= DATA FOR REVIEW =
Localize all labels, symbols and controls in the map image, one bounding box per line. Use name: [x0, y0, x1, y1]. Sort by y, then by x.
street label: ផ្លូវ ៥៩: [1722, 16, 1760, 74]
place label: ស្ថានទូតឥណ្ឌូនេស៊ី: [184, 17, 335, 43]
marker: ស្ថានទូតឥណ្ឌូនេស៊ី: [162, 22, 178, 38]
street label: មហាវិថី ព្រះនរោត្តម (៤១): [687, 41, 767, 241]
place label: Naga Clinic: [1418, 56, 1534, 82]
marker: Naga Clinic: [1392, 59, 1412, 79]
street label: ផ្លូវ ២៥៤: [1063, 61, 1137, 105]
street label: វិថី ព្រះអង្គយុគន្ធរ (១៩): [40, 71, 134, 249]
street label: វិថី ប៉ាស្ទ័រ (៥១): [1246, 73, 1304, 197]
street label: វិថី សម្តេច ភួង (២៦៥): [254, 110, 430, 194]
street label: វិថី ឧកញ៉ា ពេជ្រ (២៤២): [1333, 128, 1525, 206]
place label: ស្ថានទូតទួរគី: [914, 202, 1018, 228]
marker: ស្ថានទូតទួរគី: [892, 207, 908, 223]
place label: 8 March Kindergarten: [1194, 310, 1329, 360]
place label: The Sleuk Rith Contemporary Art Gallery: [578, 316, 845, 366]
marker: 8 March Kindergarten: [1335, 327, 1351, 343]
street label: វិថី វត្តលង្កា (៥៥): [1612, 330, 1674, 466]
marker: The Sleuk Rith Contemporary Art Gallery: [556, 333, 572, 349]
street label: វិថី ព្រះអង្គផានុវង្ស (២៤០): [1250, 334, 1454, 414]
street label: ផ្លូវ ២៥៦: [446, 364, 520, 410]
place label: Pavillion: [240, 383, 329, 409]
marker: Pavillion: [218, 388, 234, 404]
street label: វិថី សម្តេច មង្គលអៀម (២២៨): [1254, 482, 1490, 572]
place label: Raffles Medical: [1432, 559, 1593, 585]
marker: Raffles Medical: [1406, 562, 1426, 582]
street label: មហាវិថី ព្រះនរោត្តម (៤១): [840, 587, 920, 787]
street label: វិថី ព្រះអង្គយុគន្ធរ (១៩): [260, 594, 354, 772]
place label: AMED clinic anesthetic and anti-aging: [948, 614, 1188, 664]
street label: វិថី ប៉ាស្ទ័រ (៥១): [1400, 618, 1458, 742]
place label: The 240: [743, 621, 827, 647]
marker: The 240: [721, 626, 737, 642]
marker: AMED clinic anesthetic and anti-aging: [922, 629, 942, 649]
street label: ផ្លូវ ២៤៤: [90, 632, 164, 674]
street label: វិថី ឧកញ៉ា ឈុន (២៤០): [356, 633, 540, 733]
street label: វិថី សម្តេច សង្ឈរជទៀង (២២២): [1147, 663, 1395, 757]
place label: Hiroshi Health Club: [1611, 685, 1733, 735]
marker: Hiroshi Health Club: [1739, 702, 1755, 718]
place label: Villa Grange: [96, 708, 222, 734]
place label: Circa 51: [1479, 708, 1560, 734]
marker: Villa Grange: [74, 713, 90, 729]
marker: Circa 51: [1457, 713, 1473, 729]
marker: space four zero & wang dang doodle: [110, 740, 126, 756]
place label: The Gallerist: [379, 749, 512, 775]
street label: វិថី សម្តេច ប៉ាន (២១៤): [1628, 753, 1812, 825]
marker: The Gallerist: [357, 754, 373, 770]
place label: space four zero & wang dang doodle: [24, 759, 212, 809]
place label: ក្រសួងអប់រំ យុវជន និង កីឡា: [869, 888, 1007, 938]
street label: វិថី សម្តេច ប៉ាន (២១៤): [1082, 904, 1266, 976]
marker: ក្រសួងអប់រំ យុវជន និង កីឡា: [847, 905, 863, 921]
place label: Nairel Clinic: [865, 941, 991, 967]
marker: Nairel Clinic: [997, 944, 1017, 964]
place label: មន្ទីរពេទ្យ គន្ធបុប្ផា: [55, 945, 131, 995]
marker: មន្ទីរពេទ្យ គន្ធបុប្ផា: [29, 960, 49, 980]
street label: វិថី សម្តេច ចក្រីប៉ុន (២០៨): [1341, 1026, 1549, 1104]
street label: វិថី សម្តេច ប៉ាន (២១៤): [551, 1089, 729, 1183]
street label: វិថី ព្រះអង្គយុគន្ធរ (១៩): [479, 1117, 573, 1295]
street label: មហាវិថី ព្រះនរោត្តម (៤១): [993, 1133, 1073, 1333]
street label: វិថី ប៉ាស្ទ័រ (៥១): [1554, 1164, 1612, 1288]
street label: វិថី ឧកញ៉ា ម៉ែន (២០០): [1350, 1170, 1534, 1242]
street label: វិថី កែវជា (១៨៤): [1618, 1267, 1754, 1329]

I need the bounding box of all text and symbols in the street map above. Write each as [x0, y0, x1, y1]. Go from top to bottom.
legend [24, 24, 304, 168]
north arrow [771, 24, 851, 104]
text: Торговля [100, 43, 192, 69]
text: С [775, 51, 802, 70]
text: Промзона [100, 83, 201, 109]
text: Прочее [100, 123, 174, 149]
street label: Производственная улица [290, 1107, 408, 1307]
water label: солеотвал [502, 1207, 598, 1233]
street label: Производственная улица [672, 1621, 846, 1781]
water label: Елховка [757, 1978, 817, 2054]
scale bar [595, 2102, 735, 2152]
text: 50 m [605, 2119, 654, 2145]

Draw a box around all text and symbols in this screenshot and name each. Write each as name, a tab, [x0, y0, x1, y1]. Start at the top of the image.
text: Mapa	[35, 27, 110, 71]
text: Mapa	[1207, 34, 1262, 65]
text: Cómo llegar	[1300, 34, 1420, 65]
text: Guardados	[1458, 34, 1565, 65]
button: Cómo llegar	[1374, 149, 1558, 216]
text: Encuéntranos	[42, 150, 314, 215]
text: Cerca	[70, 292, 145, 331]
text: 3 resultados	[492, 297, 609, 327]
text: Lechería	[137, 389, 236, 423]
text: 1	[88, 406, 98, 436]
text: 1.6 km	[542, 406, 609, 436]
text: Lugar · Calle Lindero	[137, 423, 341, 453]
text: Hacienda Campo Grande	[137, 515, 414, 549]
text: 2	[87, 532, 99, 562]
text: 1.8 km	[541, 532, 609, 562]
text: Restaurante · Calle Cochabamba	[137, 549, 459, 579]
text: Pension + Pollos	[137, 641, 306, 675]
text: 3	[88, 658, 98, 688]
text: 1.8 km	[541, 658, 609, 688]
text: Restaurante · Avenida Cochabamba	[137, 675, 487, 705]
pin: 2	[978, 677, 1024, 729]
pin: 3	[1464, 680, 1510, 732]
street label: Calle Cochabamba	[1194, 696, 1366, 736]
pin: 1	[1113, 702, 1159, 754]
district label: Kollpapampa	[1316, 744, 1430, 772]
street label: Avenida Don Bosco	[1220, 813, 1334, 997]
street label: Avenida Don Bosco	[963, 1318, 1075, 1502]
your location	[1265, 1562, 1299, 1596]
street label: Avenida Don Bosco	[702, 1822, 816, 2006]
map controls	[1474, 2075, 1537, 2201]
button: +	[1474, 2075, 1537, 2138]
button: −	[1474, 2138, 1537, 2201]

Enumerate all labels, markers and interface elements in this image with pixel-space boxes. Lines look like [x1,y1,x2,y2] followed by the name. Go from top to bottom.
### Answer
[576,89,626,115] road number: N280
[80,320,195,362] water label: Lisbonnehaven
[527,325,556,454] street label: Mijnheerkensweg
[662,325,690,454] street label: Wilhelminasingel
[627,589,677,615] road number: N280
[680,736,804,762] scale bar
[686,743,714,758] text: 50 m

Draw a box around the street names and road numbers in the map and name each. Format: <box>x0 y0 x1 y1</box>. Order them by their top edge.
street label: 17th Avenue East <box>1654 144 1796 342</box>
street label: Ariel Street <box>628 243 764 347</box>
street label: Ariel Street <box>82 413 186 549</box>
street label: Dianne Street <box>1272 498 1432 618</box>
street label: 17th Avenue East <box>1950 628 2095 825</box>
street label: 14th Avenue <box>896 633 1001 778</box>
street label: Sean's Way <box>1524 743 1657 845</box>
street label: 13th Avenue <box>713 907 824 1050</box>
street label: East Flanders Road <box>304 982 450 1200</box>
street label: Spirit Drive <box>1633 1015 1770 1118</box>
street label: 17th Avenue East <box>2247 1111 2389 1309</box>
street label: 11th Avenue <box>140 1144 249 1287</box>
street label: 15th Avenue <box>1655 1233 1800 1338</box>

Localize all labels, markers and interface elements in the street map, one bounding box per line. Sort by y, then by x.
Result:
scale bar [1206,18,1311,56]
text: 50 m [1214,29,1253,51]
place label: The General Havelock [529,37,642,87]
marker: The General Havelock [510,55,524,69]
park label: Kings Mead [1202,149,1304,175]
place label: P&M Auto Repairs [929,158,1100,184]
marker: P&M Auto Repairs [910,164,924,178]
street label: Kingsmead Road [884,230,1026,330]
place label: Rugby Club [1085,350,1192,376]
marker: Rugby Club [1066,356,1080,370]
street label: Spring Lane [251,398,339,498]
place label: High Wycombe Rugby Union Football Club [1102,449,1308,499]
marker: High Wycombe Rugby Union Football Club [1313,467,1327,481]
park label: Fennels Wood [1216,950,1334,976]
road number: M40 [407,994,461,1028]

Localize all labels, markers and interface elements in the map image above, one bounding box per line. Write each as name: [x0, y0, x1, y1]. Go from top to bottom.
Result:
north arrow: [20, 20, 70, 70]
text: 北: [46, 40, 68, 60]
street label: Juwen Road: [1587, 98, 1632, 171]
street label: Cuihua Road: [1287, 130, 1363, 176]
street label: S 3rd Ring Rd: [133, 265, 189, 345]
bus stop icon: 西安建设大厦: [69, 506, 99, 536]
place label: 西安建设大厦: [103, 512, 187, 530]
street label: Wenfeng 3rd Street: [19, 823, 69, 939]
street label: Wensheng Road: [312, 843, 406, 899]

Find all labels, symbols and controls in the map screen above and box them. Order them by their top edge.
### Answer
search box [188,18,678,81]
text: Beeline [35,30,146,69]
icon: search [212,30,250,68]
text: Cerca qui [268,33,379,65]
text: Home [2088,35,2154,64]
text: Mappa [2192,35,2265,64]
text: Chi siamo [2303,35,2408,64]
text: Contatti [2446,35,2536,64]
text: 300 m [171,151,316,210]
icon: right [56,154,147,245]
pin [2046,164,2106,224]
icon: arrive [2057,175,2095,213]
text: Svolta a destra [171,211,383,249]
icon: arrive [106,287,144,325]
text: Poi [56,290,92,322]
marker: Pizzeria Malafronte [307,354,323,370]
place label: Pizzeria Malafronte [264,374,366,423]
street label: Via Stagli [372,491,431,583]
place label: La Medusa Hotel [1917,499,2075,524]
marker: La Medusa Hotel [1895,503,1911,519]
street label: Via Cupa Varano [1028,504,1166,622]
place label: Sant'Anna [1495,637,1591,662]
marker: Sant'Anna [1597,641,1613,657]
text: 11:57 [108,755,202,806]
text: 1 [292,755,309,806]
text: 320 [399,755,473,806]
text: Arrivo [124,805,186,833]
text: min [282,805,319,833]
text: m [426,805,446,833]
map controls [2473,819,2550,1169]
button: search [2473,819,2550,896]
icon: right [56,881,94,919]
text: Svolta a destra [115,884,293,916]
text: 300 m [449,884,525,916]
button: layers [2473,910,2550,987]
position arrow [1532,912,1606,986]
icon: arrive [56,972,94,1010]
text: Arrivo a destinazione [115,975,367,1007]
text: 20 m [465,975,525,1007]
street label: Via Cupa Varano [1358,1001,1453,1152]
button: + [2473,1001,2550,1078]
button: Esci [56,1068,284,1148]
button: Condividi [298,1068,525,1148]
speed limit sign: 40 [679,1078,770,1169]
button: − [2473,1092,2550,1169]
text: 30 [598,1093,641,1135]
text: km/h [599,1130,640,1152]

= TASK STATEMENT =
Given the word "this", show every line of the records that contains it.

= EXERCISE RESPONSE =
Draw a box around all text and symbols in this screenshot and name each. Write each as name, a tab, [x0, y0, x1, y1]. Start at the top of the image.
Enumerate all labels, markers and interface elements in this image with pixel-space boxes. Lines look like [x1,y1,x2,y2] followed by the name. Go from top to bottom.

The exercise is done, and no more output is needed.